The material below holds a span beginning at the line with "Map reading. Describe" and ending at the line with "What data does the map image". Quote that span exactly, both ends included, and only that span.
######
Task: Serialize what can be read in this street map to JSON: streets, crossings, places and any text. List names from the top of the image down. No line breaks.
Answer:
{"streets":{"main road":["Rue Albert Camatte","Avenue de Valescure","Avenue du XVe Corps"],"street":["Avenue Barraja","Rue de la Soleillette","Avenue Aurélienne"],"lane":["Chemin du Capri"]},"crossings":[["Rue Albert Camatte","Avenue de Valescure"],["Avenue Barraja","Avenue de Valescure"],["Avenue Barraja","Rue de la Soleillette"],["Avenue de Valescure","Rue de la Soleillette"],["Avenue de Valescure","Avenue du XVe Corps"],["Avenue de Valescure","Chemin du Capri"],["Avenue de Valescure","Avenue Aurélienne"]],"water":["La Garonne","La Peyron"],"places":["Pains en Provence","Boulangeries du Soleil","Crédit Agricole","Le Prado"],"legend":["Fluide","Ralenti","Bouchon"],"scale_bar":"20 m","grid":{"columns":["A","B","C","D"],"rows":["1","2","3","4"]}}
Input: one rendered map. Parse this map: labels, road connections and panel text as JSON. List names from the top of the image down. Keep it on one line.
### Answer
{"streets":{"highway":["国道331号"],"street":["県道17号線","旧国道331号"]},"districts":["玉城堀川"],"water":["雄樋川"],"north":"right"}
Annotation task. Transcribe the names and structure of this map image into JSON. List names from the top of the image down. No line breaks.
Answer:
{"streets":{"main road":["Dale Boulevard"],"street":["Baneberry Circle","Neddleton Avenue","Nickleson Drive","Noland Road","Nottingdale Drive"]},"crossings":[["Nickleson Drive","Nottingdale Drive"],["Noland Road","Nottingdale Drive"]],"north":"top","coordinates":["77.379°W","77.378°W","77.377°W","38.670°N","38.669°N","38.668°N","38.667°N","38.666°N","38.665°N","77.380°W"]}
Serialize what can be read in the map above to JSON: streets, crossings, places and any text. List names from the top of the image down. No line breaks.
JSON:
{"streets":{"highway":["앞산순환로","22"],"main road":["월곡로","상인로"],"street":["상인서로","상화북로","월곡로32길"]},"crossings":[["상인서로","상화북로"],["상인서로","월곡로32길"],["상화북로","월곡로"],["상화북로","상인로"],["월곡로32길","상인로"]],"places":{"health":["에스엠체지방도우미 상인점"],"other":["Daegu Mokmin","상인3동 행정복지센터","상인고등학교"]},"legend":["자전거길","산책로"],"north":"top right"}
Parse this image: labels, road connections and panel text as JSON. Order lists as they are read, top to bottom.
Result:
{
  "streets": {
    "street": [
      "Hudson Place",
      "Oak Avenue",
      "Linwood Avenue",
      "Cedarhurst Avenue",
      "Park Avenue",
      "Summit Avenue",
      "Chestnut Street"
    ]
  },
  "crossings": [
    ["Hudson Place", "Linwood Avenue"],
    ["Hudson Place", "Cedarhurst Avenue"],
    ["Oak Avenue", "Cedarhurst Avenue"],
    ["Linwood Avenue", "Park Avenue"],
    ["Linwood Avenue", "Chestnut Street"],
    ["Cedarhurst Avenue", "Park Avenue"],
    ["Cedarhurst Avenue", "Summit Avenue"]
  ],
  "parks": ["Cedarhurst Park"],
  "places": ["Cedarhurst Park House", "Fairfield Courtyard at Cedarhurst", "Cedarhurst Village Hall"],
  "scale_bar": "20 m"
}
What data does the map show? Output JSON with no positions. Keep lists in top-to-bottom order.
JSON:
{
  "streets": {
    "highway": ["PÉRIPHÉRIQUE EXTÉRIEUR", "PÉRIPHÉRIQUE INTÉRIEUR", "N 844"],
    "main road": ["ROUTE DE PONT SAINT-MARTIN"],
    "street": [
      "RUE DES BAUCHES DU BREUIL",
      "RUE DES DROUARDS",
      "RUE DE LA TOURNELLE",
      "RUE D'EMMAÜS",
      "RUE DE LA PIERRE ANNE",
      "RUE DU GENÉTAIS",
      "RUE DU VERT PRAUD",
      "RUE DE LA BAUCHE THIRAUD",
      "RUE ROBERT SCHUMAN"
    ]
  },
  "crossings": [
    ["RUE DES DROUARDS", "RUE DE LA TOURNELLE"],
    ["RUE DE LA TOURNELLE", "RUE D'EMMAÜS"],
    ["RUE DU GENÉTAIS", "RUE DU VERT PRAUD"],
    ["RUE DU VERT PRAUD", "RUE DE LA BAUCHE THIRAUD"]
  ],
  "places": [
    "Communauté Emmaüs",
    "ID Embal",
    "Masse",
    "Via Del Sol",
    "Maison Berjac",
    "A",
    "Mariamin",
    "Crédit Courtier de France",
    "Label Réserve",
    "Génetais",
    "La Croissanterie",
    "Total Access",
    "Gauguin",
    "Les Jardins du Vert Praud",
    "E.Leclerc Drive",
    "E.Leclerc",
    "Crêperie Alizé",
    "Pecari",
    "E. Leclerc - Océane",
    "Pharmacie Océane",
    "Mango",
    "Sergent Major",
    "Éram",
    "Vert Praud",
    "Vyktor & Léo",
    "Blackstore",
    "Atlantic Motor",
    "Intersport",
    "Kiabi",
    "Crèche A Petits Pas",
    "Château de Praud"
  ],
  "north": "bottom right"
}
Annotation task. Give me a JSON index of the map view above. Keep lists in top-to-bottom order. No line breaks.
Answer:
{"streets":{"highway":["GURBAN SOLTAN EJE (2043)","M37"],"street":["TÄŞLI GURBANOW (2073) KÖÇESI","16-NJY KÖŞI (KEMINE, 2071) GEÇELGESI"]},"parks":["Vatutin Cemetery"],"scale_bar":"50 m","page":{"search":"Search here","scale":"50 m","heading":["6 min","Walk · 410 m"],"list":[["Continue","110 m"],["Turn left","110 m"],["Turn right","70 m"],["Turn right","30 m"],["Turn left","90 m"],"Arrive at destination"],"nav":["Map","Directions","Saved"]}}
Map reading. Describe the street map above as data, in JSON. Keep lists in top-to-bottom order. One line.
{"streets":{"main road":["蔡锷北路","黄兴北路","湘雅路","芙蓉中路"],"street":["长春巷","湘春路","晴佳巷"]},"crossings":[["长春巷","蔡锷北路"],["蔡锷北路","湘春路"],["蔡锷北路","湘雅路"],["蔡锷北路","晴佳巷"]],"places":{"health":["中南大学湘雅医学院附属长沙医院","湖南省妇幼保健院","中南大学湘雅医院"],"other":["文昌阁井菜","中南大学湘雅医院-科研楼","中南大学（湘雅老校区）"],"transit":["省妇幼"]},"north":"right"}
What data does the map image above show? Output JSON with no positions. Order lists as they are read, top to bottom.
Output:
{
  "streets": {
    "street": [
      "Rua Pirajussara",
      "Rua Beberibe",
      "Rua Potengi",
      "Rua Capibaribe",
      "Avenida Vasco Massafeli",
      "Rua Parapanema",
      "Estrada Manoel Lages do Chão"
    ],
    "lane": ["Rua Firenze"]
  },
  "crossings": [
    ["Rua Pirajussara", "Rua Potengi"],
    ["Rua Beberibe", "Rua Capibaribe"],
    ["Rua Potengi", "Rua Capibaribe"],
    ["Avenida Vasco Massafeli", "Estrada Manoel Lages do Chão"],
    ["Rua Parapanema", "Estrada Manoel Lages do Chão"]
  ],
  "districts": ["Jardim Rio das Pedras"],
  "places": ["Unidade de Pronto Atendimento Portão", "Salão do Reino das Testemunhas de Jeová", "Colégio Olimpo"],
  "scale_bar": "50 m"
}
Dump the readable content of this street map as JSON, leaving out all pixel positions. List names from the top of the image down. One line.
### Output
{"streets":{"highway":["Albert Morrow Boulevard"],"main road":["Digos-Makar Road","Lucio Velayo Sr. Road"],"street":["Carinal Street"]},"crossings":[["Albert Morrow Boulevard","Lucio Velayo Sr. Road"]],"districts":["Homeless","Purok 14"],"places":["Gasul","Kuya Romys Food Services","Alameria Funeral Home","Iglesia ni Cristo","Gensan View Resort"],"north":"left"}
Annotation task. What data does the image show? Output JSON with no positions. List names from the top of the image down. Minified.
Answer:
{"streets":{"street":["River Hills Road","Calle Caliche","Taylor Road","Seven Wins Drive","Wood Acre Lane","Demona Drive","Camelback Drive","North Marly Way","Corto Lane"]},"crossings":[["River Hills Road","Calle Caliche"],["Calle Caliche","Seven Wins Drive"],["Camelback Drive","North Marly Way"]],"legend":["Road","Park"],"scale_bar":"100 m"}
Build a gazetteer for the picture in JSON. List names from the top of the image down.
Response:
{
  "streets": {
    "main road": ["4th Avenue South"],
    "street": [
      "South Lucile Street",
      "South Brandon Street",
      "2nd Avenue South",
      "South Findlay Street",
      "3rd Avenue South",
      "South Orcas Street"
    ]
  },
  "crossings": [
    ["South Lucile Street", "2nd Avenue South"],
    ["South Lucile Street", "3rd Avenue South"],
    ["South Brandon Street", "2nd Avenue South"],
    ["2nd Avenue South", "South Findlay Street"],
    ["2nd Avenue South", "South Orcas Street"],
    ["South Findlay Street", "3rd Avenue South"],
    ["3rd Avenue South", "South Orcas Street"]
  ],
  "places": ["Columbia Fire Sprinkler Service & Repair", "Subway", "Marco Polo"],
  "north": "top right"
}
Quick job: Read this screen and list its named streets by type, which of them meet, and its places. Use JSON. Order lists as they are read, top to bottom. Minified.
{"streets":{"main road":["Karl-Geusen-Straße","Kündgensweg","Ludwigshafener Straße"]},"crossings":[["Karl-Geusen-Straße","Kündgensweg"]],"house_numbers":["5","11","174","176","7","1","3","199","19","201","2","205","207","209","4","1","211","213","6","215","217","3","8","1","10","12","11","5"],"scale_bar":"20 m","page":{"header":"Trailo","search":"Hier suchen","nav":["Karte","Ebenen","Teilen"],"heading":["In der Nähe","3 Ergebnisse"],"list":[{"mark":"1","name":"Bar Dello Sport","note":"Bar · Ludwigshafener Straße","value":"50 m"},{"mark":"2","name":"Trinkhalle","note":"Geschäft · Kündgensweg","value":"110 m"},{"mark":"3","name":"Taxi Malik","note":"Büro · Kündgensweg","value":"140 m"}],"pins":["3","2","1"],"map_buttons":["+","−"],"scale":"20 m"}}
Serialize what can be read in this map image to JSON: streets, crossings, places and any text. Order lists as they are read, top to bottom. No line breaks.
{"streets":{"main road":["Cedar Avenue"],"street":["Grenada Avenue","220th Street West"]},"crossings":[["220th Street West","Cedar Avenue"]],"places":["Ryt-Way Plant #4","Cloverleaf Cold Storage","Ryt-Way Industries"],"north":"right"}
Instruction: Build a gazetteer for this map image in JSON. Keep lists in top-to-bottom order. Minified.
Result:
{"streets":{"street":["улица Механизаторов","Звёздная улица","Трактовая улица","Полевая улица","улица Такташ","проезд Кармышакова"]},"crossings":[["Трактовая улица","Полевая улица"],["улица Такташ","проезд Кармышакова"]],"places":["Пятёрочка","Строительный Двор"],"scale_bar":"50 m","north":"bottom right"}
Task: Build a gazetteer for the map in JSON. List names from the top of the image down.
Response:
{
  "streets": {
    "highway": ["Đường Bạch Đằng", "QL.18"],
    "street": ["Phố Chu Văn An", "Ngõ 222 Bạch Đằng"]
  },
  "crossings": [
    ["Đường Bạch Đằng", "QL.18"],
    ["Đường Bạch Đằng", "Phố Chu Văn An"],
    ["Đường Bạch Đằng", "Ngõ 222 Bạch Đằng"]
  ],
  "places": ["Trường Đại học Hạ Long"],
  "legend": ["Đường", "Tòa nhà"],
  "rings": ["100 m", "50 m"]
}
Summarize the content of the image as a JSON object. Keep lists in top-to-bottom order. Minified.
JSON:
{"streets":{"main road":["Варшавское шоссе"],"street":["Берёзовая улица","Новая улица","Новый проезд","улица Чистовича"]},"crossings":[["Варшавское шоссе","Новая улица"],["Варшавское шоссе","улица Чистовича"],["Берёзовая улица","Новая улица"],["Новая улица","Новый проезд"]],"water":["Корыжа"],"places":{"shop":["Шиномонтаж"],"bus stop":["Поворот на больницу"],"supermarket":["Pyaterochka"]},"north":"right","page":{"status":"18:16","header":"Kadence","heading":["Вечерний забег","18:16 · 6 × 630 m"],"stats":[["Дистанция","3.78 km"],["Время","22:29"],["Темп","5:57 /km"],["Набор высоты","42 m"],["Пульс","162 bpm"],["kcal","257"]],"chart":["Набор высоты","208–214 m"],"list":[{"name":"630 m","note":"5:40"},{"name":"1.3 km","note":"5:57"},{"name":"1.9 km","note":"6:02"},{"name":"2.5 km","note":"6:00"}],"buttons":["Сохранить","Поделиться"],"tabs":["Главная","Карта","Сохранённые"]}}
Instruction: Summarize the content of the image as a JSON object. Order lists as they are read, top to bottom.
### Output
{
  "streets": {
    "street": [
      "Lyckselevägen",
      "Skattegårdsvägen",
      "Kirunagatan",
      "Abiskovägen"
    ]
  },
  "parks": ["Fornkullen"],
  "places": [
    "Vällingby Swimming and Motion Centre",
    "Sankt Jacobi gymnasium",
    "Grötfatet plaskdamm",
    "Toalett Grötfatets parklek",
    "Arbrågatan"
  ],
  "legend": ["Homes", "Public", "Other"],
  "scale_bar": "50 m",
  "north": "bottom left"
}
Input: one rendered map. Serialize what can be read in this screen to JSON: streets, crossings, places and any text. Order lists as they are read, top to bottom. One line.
######
*Response to this task*
Map reading. Describe the street map above as data, in JSON. Keep lists in top-to-bottom order. One line.
{"streets":{"main road":["蔡锷北路","黄兴北路","湘雅路","芙蓉中路"],"street":["长春巷","湘春路","晴佳巷"]},"crossings":[["长春巷","蔡锷北路"],["蔡锷北路","湘春路"],["蔡锷北路","湘雅路"],["蔡锷北路","晴佳巷"]],"places":{"health":["中南大学湘雅医学院附属长沙医院","湖南省妇幼保健院","中南大学湘雅医院"],"other":["文昌阁井菜","中南大学湘雅医院-科研楼","中南大学（湘雅老校区）"],"transit":["省妇幼"]},"north":"right"}
What data does the map image above show? Output JSON with no positions. Order lists as they are read, top to bottom.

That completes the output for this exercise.